И эта же Лиана уходит на час в курилку. А потом лежит на одеяле одна-одинешенька и, похоже, ревет. Но разве можно судить о человеке по двум случайно взятым дням его жизни! Помню, как она повела себя в случае с Карин. Карин, побывавшая уже во всех группах, так и не научилась стелить постель.
— Простыню нужно натягивать, чтобы не было складок, а ночную рубашку клади под одеяло, — объясняла ей Лиана.
Карин смотрела, как ловко это делает Лиана, и так утро за утром. Когда у Лианы лопалось терпение и она начинала ругаться, Карин плакала. На нее дома все кричали, всхлипывала она, а теперь и здесь кричат. Отец так бил ее, что однажды ее отправили даже в больницу.
Лиана гладила ее по голове:
— Не бойся, здесь тебя никто бить не будет.
А та продолжала плакать:
— Я, кроме своего дома, ничего не видела. А так хочется поездить, мир посмотреть…
Лиана объясняла ей, что если та будет стараться, хорошо работать, то летом она вместе с остальными поедет на море, в палаточный городок. Но Карин и слышать об этом не хотела. Ведь для нее главное в жизни, чтобы ее все жалели. Такой, вызывающей жалость, она себе нравилась.
— Вот увидите, я на себя руки наложу. В этот раз у меня получится, — угрожала она.

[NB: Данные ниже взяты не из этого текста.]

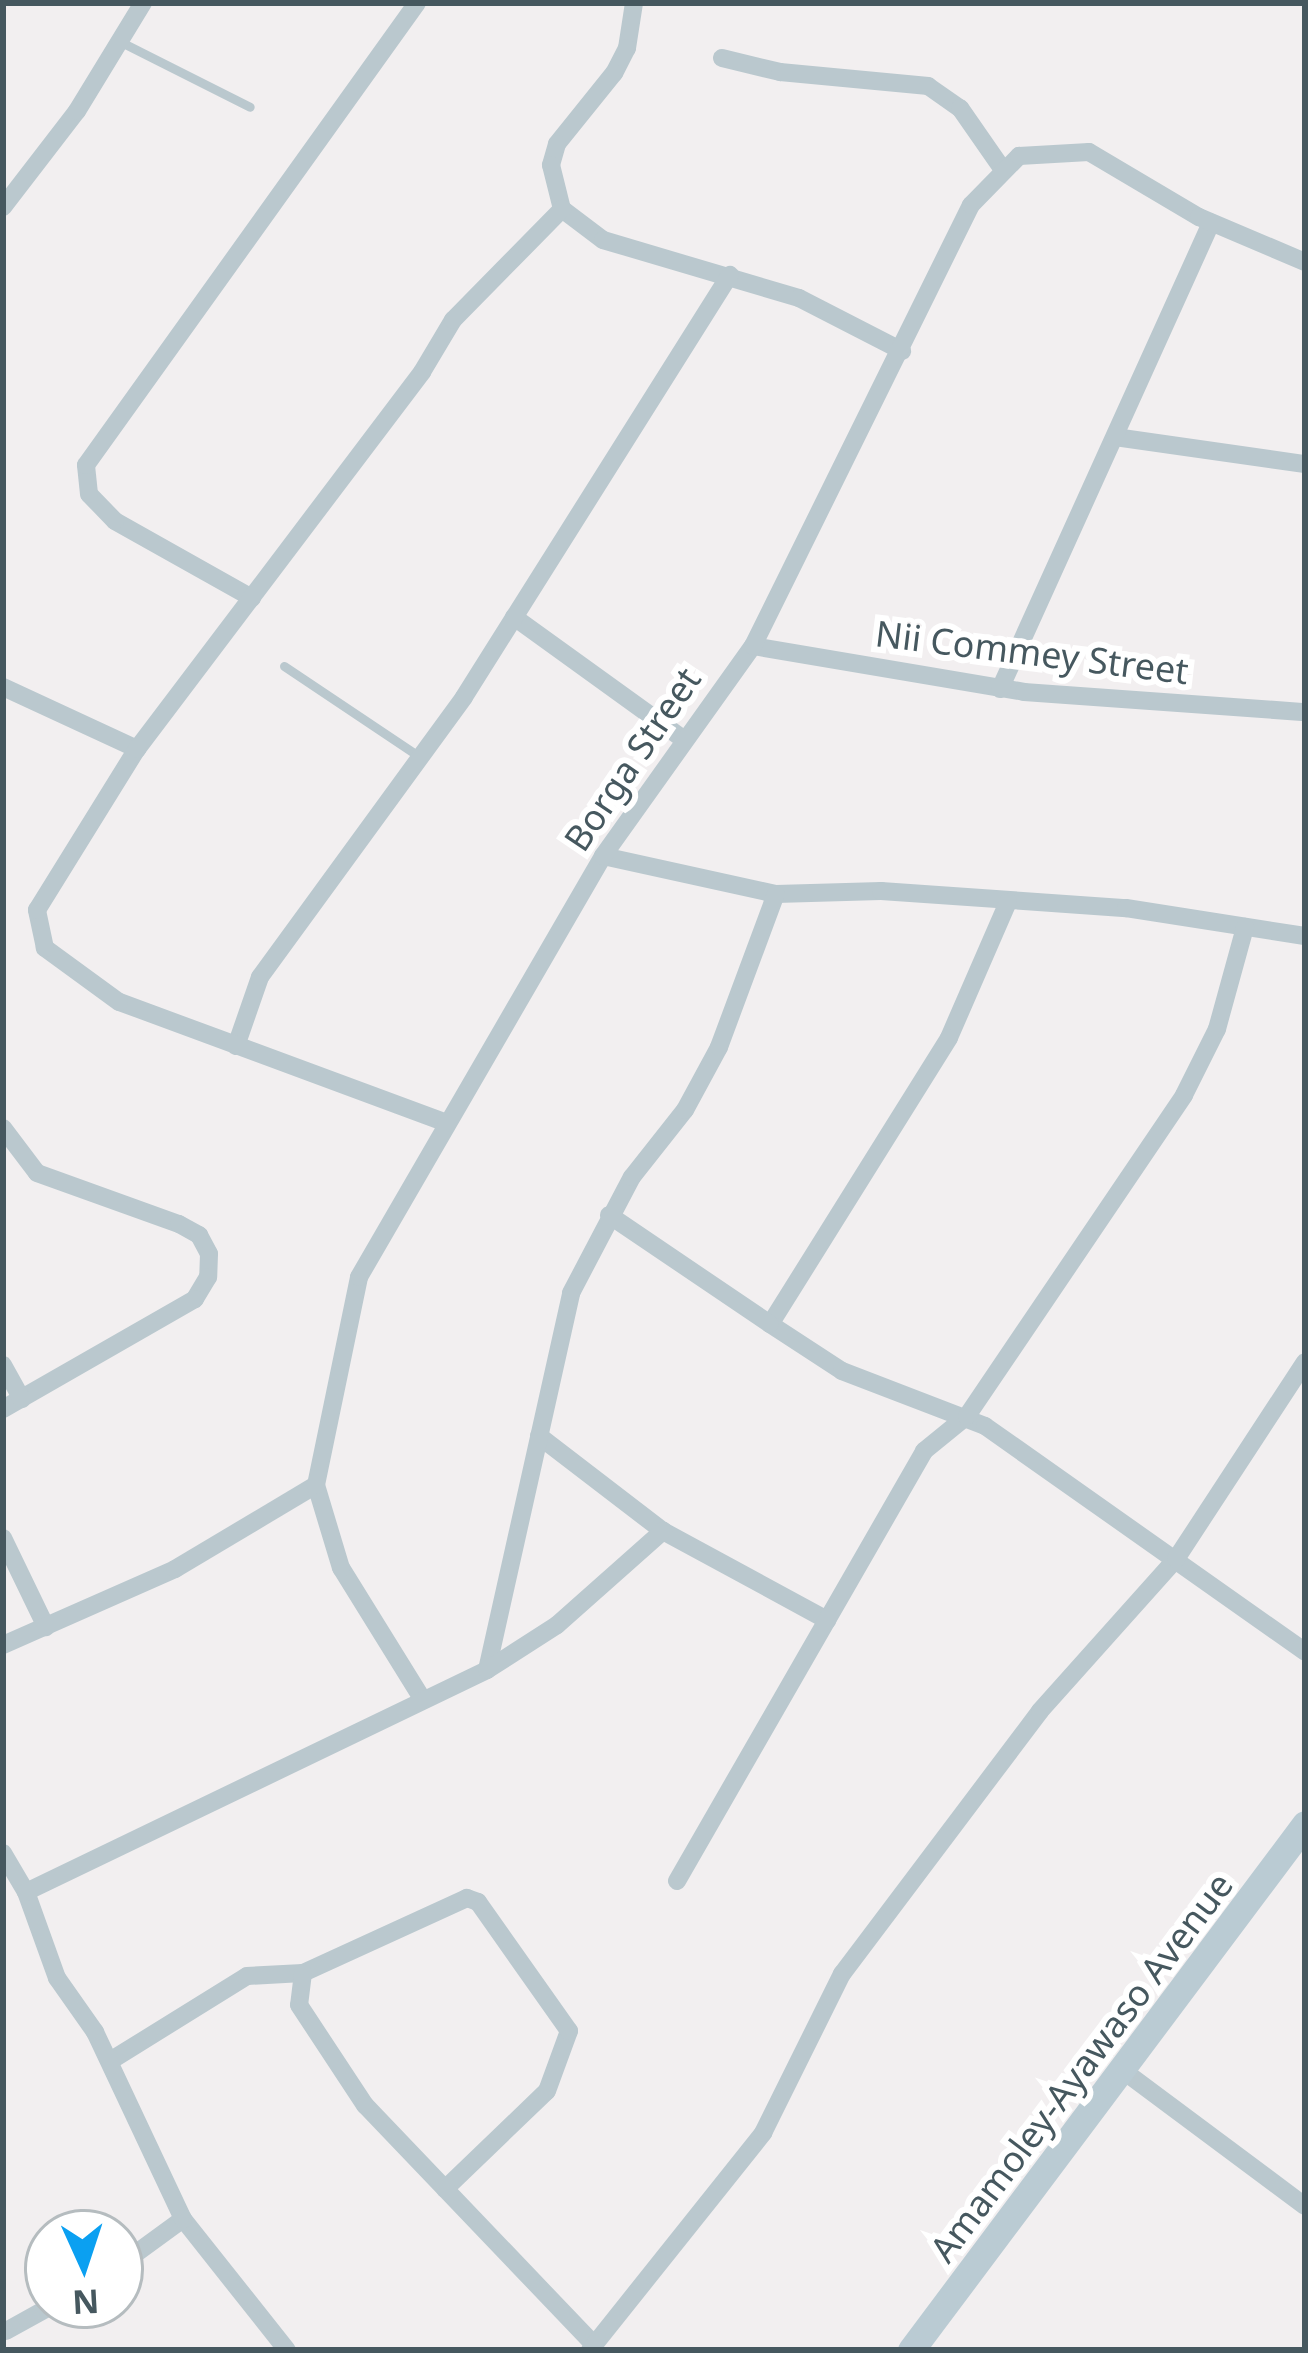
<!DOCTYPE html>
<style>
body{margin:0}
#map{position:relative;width:1308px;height:2353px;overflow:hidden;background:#f2eff0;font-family:"Noto Sans",sans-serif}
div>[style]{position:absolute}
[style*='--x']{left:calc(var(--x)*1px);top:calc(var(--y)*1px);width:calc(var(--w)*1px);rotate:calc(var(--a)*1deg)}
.lane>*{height:9px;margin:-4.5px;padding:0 4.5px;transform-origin:4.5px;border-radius:4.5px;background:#bac8ce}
.street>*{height:18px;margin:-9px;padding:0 9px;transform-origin:9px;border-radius:9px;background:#bac8ce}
.secondary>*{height:27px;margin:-13.5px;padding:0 13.5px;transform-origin:13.5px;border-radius:13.5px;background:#bacbd3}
span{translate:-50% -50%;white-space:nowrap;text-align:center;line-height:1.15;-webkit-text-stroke:12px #fff;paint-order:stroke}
.street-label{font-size:36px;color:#46585f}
.frame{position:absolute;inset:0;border:6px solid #46585f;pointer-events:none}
.north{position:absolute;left:24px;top:2209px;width:120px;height:120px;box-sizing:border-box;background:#fff;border:3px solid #b5bcbf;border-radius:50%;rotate:177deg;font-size:33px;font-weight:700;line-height:48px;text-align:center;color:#46585f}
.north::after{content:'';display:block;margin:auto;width:42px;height:54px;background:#0ba0f1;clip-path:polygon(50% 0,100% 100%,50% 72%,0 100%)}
</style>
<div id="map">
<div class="lane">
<div style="--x:121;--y:42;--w:144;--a:26.7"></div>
<div style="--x:284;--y:666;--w:164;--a:33.8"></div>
</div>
<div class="street">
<div style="--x:634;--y:3;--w:46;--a:98.8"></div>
<div style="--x:627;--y:48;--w:28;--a:117"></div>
<div style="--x:614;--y:73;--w:91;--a:128.8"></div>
<div style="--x:557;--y:144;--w:22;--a:106"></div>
<div style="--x:551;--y:165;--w:45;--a:76"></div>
<div style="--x:562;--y:209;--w:51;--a:37.1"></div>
<div style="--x:603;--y:240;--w:204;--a:16.5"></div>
<div style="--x:799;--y:298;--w:116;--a:27.2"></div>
<div style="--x:722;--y:58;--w:60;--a:13.6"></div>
<div style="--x:780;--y:72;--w:149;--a:5.4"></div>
<div style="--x:928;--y:86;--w:39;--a:35"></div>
<div style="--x:960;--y:108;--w:72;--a:55.2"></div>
<div style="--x:3;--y:207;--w:121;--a:-52.4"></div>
<div style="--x:77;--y:111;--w:127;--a:-58.6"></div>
<div style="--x:1115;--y:437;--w:192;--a:8.1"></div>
<div style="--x:252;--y:598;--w:157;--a:-150.7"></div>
<div style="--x:115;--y:521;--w:37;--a:-134"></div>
<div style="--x:89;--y:494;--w:29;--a:-96"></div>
<div style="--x:86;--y:465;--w:568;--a:-54.38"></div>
<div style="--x:514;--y:617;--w:207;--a:35.8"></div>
<div style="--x:753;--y:646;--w:275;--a:9.6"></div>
<div style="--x:1024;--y:692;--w:282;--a:4.1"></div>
<div style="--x:3;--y:687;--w:148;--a:24.8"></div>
<div style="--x:1000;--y:689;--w:512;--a:-65.64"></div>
<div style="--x:603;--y:856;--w:177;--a:12.4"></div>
<div style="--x:776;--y:894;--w:105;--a:-1.6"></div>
<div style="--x:881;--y:891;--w:246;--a:4"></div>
<div style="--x:1126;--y:908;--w:181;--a:8.9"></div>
<div style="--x:1008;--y:902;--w:148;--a:113.5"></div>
<div style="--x:949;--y:1038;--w:337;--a:122"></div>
<div style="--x:770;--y:1324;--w:86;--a:33.1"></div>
<div style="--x:842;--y:1371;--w:153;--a:21"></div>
<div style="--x:985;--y:1426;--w:392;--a:35.2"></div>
<div style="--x:236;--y:1046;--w:73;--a:-70.8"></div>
<div style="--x:260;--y:977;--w:346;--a:-53.9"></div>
<div style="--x:464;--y:697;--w:499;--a:-57.8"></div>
<div style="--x:444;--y:1122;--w:346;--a:-159.7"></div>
<div style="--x:119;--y:1002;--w:92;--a:-143.9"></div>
<div style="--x:45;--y:948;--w:39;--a:-102"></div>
<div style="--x:37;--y:910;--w:190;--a:-58.2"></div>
<div style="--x:137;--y:749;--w:473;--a:-52.9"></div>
<div style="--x:422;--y:372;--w:61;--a:-59.2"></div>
<div style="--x:453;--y:320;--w:156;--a:-45.5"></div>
<div style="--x:3;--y:1128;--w:56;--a:52.9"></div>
<div style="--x:37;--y:1173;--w:151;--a:19.8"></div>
<div style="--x:179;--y:1224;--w:23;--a:29"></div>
<div style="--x:199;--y:1235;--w:21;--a:62"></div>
<div style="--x:209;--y:1254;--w:23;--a:92"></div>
<div style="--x:208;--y:1277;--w:26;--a:121"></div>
<div style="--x:195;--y:1299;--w:221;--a:150.2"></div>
<div style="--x:609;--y:1215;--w:194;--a:34.1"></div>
<div style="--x:3;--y:1365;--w:39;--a:61"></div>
<div style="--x:539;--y:1436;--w:156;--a:37.5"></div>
<div style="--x:663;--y:1531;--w:187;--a:28.5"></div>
<div style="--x:3;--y:1538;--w:99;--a:64.2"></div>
<div style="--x:3;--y:1645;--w:188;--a:-23.8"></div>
<div style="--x:175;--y:1569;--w:164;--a:-30.8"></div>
<div style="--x:487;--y:1670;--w:386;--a:-77.4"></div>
<div style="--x:571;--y:1293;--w:131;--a:-62.3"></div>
<div style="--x:632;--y:1177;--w:85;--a:-51.7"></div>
<div style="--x:685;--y:1110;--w:72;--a:-61.6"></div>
<div style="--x:719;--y:1047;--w:163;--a:-69.6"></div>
<div style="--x:423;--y:1700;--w:155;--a:-121.8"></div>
<div style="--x:341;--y:1568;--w:87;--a:-106.8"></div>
<div style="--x:316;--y:1485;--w:212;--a:-78.3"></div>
<div style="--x:359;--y:1277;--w:487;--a:-59.9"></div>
<div style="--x:603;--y:856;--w:258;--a:-54.5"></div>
<div style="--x:753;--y:646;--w:492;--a:-63.7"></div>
<div style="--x:971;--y:205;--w:69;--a:-45.6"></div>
<div style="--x:1019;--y:156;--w:70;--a:-3.3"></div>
<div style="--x:1089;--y:152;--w:128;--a:30.6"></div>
<div style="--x:1199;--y:217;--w:115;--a:23"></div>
<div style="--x:3;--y:1853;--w:45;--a:59.5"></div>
<div style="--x:677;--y:1881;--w:496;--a:-60.1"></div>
<div style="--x:924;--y:1451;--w:55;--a:-39.1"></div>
<div style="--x:967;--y:1416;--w:387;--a:-55.9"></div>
<div style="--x:1184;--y:1095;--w:74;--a:-63.4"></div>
<div style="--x:1217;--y:1029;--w:106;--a:-74.6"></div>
<div style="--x:110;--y:2061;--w:161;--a:-31.8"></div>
<div style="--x:247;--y:1976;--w:56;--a:-3.1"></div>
<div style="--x:1125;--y:2072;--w:224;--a:36.7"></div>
<div style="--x:445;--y:2189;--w:141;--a:-43.9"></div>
<div style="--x:547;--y:2091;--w:64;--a:-69.9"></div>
<div style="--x:569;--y:2031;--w:158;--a:-125.2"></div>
<div style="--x:478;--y:1902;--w:12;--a:-160"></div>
<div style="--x:467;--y:1898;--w:180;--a:155.4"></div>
<div style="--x:303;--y:1973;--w:32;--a:97"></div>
<div style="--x:299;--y:2005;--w:120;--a:56.6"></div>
<div style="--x:365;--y:2105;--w:332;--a:46.3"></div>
<div style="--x:183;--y:2219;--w:167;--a:51.6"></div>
<div style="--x:120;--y:2265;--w:78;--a:-36.1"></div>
<div style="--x:183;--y:2219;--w:207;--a:-115.2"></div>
<div style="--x:95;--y:2032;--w:66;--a:-125.1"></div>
<div style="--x:57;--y:1978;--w:91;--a:-109.8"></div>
<div style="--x:26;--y:1892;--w:512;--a:-25.71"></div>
<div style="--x:487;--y:1670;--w:83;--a:-32.7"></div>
<div style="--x:557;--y:1625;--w:142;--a:-41.6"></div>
<div style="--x:6;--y:2331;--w:54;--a:-29"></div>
<div style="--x:590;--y:2350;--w:278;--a:-51.4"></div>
<div style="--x:763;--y:2133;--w:178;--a:-63.6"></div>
<div style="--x:842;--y:1974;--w:329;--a:-53"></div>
<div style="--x:1040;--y:1711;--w:204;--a:-48.2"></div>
<div style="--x:1176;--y:1559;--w:235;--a:-56.8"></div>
</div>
<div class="secondary">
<div style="--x:911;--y:2350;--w:657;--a:-53.16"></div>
</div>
<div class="street-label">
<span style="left:1032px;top:652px;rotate:7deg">Nii Commey Street</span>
<span style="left:632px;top:759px;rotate:-56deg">Borga Street</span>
<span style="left:1081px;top:2067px;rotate:-53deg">Amamoley-Ayawaso Avenue</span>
</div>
<div class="frame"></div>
<div class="north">N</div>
</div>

На фабрике весь цех постоянно был в страхе: а вдруг она сунет руку в станок или выбросится в окно? Все знали, что однажды она пыталась покончить с собой. Вот и получалось, что Карин всех терроризировала. Посылали мы ее на консультацию к психиатру. Толку мало. Такой рецепт даст любой: «Старайтесь Карин не раздражать…»
Что же теперь, на нее и подуть нельзя? Этого я не могу потребовать ни от Лианы, ни от других девочек, ни даже от себя самой. А кто же ей скажет правду в глаза? Скажет, а она себе потом вены вскроет, так, что ли? И наказать ее, выходит, нельзя? Как же прикажете с ней обращаться. Единственный рецепт — просто не обращать внимания. Но и этот рецепт с изъяном. Как-то она взяла и расцарапала себе руки. Ранки загноились, она продолжала царапать руки и сдирать струпья. Когда девочки ругали ее или отворачивались от нее с отвращением, она испытывала удовлетворение: добилась, чего хотела. А Лиана всех уговаривала:
— Бросьте вы ее совсем. Разве вы не видите, что вы ей подыгрываете.
Да, такой была Лиана совсем недавно. И я об этом не забуду. Для меня ясно как день, что во время отпуска с ней что-то произошло. Всегда, когда мои подопечные уезжают в отпуск, сердце мое бьется учащенно. Все ли сойдет гладко? Я одного хочу: помочь им всем, помочь Лиане. И не одна я этого хочу. Учитель истории, например, тоже. За последние два месяца она всего пять раз была на его уроках. В школу приходила вместе со всеми, а после первого урока сбегала, и ничьи уговоры на нее не действовали. Раз она никого не слушает, почему обязательно послушается меня? Я могу лишь повторять ей то, что и все:
— Если ты хочешь быть культурной продавщицей, как ты мне говорила, учиться ты должна непременно.